Source material:
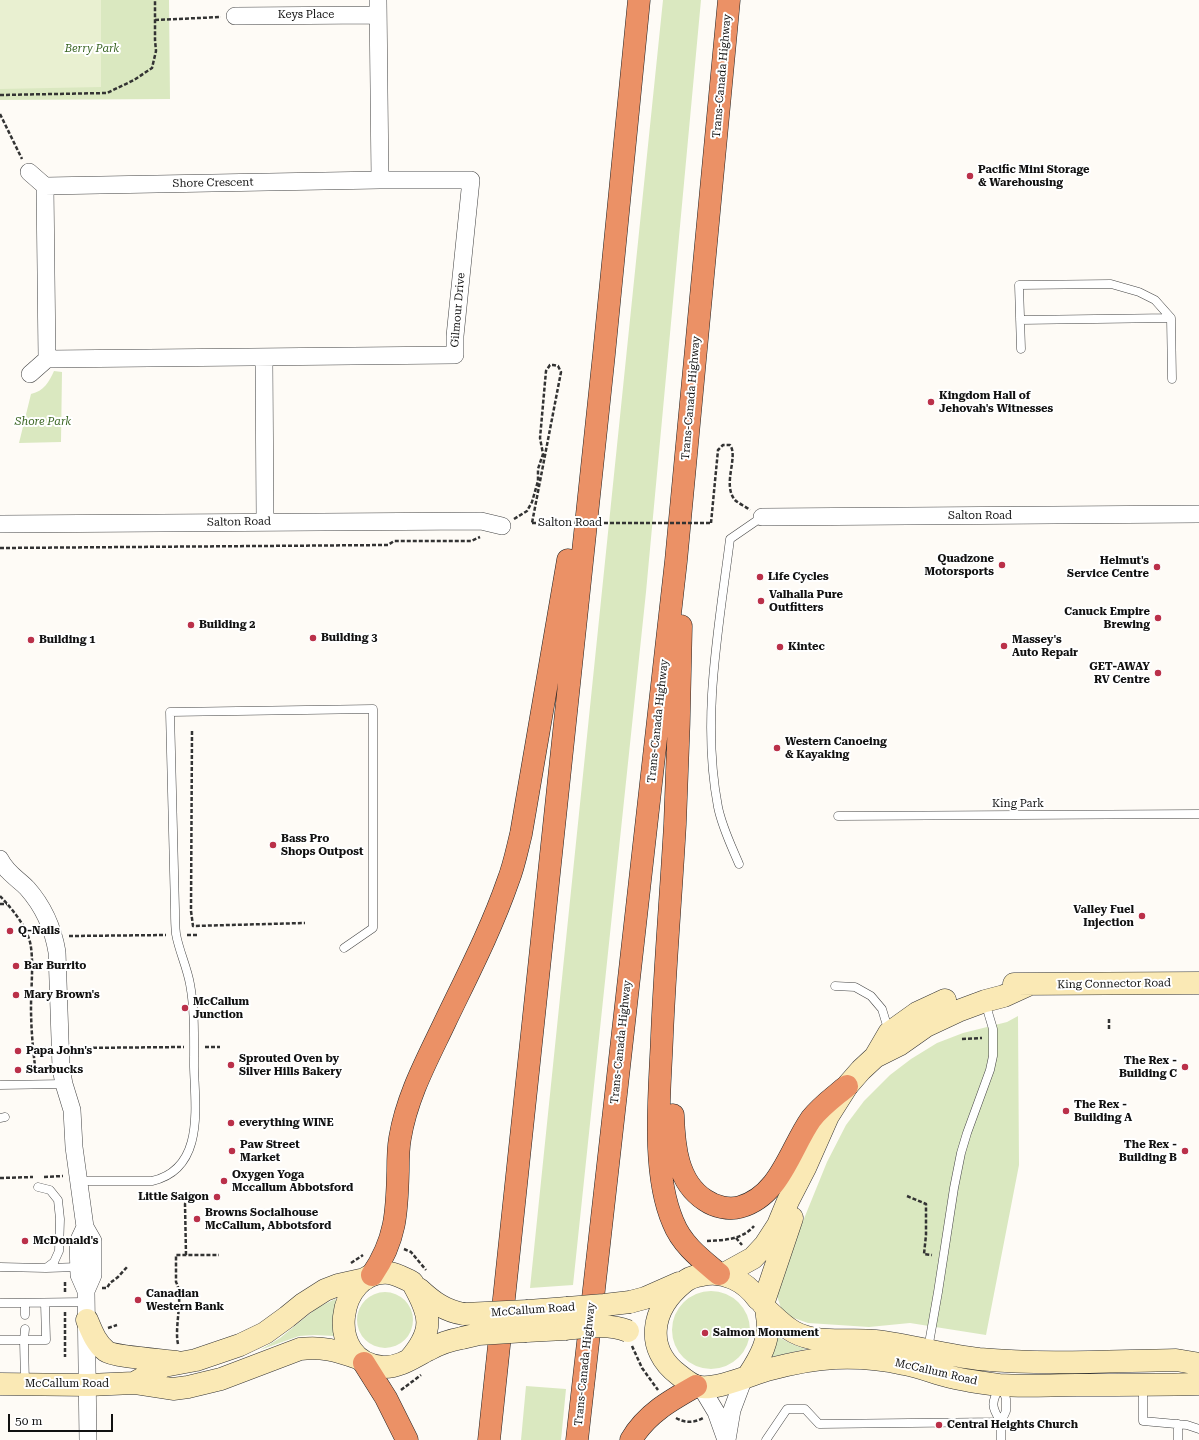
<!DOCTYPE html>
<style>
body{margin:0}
#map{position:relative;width:1199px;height:1440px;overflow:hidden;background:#fefbf6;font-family:"Roboto Serif",serif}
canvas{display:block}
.scale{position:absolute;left:8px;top:1414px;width:105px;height:18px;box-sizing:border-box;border:2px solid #111;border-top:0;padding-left:5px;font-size:12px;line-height:14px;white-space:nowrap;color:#111;-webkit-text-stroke:3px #fff;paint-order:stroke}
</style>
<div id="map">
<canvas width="1199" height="1440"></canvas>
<div class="scale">50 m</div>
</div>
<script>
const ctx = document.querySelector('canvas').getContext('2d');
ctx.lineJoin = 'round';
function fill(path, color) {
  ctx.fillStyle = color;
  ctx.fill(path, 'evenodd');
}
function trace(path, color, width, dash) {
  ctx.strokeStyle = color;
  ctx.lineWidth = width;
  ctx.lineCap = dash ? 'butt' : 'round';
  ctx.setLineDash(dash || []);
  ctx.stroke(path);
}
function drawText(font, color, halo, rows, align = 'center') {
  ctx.font = font + ' "Roboto Serif",serif';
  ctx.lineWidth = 4;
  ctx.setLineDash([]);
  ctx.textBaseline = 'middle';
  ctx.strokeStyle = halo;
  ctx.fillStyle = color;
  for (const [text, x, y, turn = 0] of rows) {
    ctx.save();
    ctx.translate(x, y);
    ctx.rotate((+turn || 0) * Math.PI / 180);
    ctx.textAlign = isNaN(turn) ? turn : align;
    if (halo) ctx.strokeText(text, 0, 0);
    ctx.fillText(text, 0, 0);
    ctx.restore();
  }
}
fill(new Path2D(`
 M0 0H169L170 99 0 100Z
 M663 0H701L646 592 573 1285 530 1288Z
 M54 371 62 372 61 442 19 443 31 394C44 391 49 382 54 371Z
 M1018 1016 1019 1165 986 1335 910 1323 869 1327 808 1323 791 1317 781 1308 777 1296 784 1268 827 1162 846 1125 864 1101 890 1075 911 1059 937 1043 963 1033 1007 1022Z
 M672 1330a39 39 0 1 1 78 0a39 39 0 1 1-78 0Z
 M357 1320a28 28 0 1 1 56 0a28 28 0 1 1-56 0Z
 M335 1299 337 1301C332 1313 333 1323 335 1336L314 1335 299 1336 260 1350 280 1338 317 1308Z
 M778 1337 794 1345 806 1349 771 1357Z
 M526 1386 566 1389 561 1440H521Z`), '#dae8c0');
fill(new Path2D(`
 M0 0H101V87L0 89Z`), '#e9f0d1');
const lane = new Path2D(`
 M1020 320 1171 318
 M1021 349 1019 285 1111 284 1139 292 1155 300 1171 318 1172 379
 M838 816 1199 814
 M739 864C731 845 722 827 718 807 701 719 719 627 730 539L762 517
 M835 986 855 987 871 996 882 1009 889 1032
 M0 1085 64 1084
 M0 1118 5 1117
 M78 1181H152C205 1169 195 1107 194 1067 194 1039 195 1011 190 984 187 967 179 951 176 934 175 926 175 918 175 910L170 712 373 709V928L344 948
 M0 1267 46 1268 54 1262 59 1251 60 1219 58 1200 50 1190 38 1187
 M46 1268 79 1267
 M0 1303 86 1302
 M25 1315V1303
 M25 1329 24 1340H46L45 1303
 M0 1340H24L25 1384
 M928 1349 938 1292 954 1188 961 1153 967 1133 990 1070 993 1056V1029L985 1002
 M1143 1386V1421L1187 1425 1199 1429
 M1000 1387C991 1402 991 1407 1001 1422
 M1178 1424V1440
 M766 1440 787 1409H805L819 1424 1001 1422
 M1001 1440V1422L1006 1411V1399L1002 1387`);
const street = new Path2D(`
 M378 0 380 180
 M235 16 378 15
 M29 172 45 186
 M264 357 265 522
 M30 374 47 359 455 355V336L471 180H380L45 186 47 359
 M762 517 1199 514
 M0 524 481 521 502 526
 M0 859C6 872 18 879 27 888 43 906 53 928 57 952L61 1068 64 1084 72 1110 74 1147 85 1227 93 1241V1275L86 1291
 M85 1227 78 1242 79 1275 86 1291 88 1440
 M701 1387 716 1412 726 1440
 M727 1440 732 1410 744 1378`);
const secondary = new Path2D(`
 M1014 984 1199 983
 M875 1057 889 1033 917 1013 945 1000
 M724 1274 753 1258 765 1245 778 1225 788 1201 805 1168 828 1116 847 1086 861 1070 875 1057 899 1045 926 1026 958 1011 985 1001 1004 996 1028 985
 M419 1289C433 1302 445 1311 464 1314
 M630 1302 645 1298 679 1283
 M763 1304 792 1218
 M766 1309C775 1317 783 1326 794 1332 818 1345 849 1338 875 1341 910 1345 944 1355 979 1359 1045 1365 1111 1361 1176 1360L1199 1364
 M528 1311 567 1308
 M87 1320C92 1332 96 1343 106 1351 114 1357 164 1360 177 1362
 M526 1331 565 1329
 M409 1360C435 1330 431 1315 412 1282 405 1279 397 1274 389 1273 337 1268 323 1363 383 1367 399 1368 414 1357 428 1350 439 1344 450 1340 462 1338
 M748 1376C760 1358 771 1339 767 1316 767 1315 766 1309 766 1308 764 1305 761 1301 758 1299 745 1281 724 1270 702 1275 695 1276 688 1278 683 1283 651 1309 644 1349 679 1375 684 1379 690 1384 696 1386 713 1392 750 1375 767 1370 789 1364 812 1359 835 1358 858 1357 882 1359 904 1364 920 1367 935 1373 951 1377 967 1381 983 1383 999 1385 1025 1387 1051 1385 1077 1385 1118 1385 1158 1385 1199 1384
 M134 1383 164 1366 196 1360 240 1345 265 1333 287 1317 303 1304 325 1290 338 1285 365 1279
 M0 1384 88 1385 134 1383 173 1389 188 1387 221 1379 300 1349C322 1346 337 1351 358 1358`);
const highway = new Path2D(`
 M681 626C680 692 678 758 675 824 671 895 665 965 662 1036 660 1091 651 1171 673 1222 682 1245 701 1259 719 1274
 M673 1115C674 1146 677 1182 705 1200 715 1207 729 1210 740 1207 780 1196 790 1149 811 1119 821 1106 834 1097 847 1086
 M372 1275C396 1240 397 1212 398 1171 398 1160 398 1149 400 1138 407 1096 427 1060 445 1022 467 976 491 930 508 881 514 866 517 850 521 834L568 560
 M364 1363 386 1398 407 1440
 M489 1440 604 354 639 0
 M577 1440 676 561 729 0
 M631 1440C646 1414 671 1400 696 1386`);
trace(lane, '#444', 9);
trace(street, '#444', 18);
trace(secondary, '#333', 23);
trace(highway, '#222', 23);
trace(new Path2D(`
 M155 20 221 17
 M0 95 107 93 134 80 152 68 156 51 155 40V0
 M0 114 22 159
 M514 519 527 511 532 502 538 481V469L543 454 540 438 546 371 550 365H553L558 366 561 372 532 523
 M711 523 718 450 723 445H730C739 457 721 486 736 501 740 504 746 507 750 510
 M0 548 388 545 394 541H471L480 537
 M192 731 191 911 193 926 305 923
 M0 896C12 909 25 924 30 942 34 959 31 988 31 1007 31 1029 33 1051 36 1074
 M0 904H7
 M187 935H197
 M69 936 166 935
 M1109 1019V1030
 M962 1039 982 1038
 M205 1047H220
 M33 1048H46
 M75 1048 184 1047
 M44 1177 63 1176
 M0 1178 33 1177
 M907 1196 926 1204V1235L924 1254 932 1255
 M736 1238 742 1245
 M707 1241C724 1240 742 1240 754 1226
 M404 1249 411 1252 426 1270
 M186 1255 185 1204 191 1191
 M351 1263 363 1255
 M65 1282V1293
 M102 1288H107L110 1283 118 1277 128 1266
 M65 1312V1357
 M108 1328 117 1325
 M178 1344C174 1327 184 1296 176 1282V1255H219
 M632 1346 642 1368 658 1390
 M401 1390 421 1375
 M676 1418C685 1423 694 1423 703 1418`), '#333', 2.5, [4, 2]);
trace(lane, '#fff', 8);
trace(street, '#fff', 17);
trace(secondary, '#fae9b5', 22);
trace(highway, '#eb9166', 22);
const secondaryBridge = new Path2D(`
 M567 1308 604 1305 630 1302
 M464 1314 528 1311
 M565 1329C586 1327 608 1323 628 1331
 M462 1338 479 1334 526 1331`);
trace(secondaryBridge, '#333', 23, []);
trace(new Path2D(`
 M532 523H711`), '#333', 2.5, [4, 2]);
trace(secondaryBridge, '#fae9b5', 22);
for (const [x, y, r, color] of [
 [970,176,4,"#ba3049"],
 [931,402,4,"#ba3049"],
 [1002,565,4,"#ba3049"],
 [1157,567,4,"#ba3049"],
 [760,577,4,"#ba3049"],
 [761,601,4,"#ba3049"],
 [1158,618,4,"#ba3049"],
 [191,625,4,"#ba3049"],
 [313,638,4,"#ba3049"],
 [31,640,4,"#ba3049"],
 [1004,646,4,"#ba3049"],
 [780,647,4,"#ba3049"],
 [1158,673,4,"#ba3049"],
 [777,748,4,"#ba3049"],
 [273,845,4,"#ba3049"],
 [1142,916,4,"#ba3049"],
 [10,931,4,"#ba3049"],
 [16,966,4,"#ba3049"],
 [16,995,4,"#ba3049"],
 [185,1008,4,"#ba3049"],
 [18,1051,4,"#ba3049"],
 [231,1065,4,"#ba3049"],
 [1185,1067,4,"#ba3049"],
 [18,1070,4,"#ba3049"],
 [1066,1111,4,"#ba3049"],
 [231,1123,4,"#ba3049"],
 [232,1151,4,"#ba3049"],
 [1185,1151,4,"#ba3049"],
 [224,1181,4,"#ba3049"],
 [217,1197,4,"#ba3049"],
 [197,1219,4,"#ba3049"],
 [25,1241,4,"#ba3049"],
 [138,1300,4,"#ba3049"],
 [705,1333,4,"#ba3049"],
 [939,1425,4,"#ba3049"]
]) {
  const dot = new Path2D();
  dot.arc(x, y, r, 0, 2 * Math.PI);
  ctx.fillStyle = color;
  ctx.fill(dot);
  trace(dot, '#fff', 1.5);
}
drawText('11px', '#111', '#fff', [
 ["Keys Place",306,15],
 ["Trans-Canada Highway",722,76,-85],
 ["Shore Crescent",213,183,-1],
 ["Gilmour Drive",458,310,-85],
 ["Trans-Canada Highway",691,398,-85],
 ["Salton Road",980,516],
 ["Salton Road",239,522,-1],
 ["Salton Road",570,523],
 ["Trans-Canada Highway",658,721,-84],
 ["King Park",1018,804],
 ["King Connector Road",1114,984,-1],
 ["Trans-Canada Highway",621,1042,-84],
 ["McCallum Road",533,1310,-4],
 ["Trans-Canada Highway",585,1364,-84],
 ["McCallum Road",936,1372,13],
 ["McCallum Road",67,1384]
]);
drawText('italic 11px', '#3b6624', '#fff', [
 ["Berry Park",92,49],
 ["Shore Park",43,422]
]);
drawText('bold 11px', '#111', '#fff', [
 ["Pacific Mini Storage",978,170],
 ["& Warehousing",978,183],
 ["Kingdom Hall of",939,396],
 ["Jehovah's Witnesses",939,409],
 ["Quadzone",994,559,"right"],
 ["Motorsports",994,572,"right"],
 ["Helmut's",1149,561,"right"],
 ["Service Centre",1149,574,"right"],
 ["Life Cycles",768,577],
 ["Valhalla Pure",769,595],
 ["Outfitters",769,608],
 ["Canuck Empire",1150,612,"right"],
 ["Brewing",1150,625,"right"],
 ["Building 2",199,625],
 ["Building 3",321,638],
 ["Building 1",39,640],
 ["Massey's",1012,640],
 ["Auto Repair",1012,653],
 ["Kintec",788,647],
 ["GET-AWAY",1150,667,"right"],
 ["RV Centre",1150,680,"right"],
 ["Western Canoeing",785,742],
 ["& Kayaking",785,755],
 ["Bass Pro",281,839],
 ["Shops Outpost",281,852],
 ["Valley Fuel",1134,910,"right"],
 ["Injection",1134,923,"right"],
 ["Q-Nails",18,931],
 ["Bar Burrito",24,966],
 ["Mary Brown's",24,995],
 ["McCallum",193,1002],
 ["Junction",193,1015],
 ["Papa John's",26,1051],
 ["Sprouted Oven by",239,1059],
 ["Silver Hills Bakery",239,1072],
 ["The Rex -",1177,1061,"right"],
 ["Building C",1177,1074,"right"],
 ["Starbucks",26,1070],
 ["The Rex -",1074,1105],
 ["Building A",1074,1118],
 ["everything WINE",239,1123],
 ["Paw Street",240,1145],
 ["Market",240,1158],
 ["The Rex -",1177,1145,"right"],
 ["Building B",1177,1158,"right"],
 ["Oxygen Yoga",232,1175],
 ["Mccallum Abbotsford",232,1188],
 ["Little Saigon",209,1197,"right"],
 ["Browns Socialhouse",205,1213],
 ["McCallum, Abbotsford",205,1226],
 ["McDonald's",33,1241],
 ["Canadian",146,1294],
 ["Western Bank",146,1307],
 ["Salmon Monument",713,1333],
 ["Central Heights Church",947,1425]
], 'left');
</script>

Task goal:
Exactly the lines above from the one with "function drawText(font, color, halo, rows, align" to the one with "M663 0H701L646 592 573 1285 530 1288Z", both included, are to be quoted; leave the rest out.

Answer section:
function drawText(font, color, halo, rows, align = 'center') {
  ctx.font = font + ' "Roboto Serif",serif';
  ctx.lineWidth = 4;
  ctx.setLineDash([]);
  ctx.textBaseline = 'middle';
  ctx.strokeStyle = halo;
  ctx.fillStyle = color;
  for (const [text, x, y, turn = 0] of rows) {
    ctx.save();
    ctx.translate(x, y);
    ctx.rotate((+turn || 0) * Math.PI / 180);
    ctx.textAlign = isNaN(turn) ? turn : align;
    if (halo) ctx.strokeText(text, 0, 0);
    ctx.fillText(text, 0, 0);
    ctx.restore();
  }
}
fill(new Path2D(`
 M0 0H169L170 99 0 100Z
 M663 0H701L646 592 573 1285 530 1288Z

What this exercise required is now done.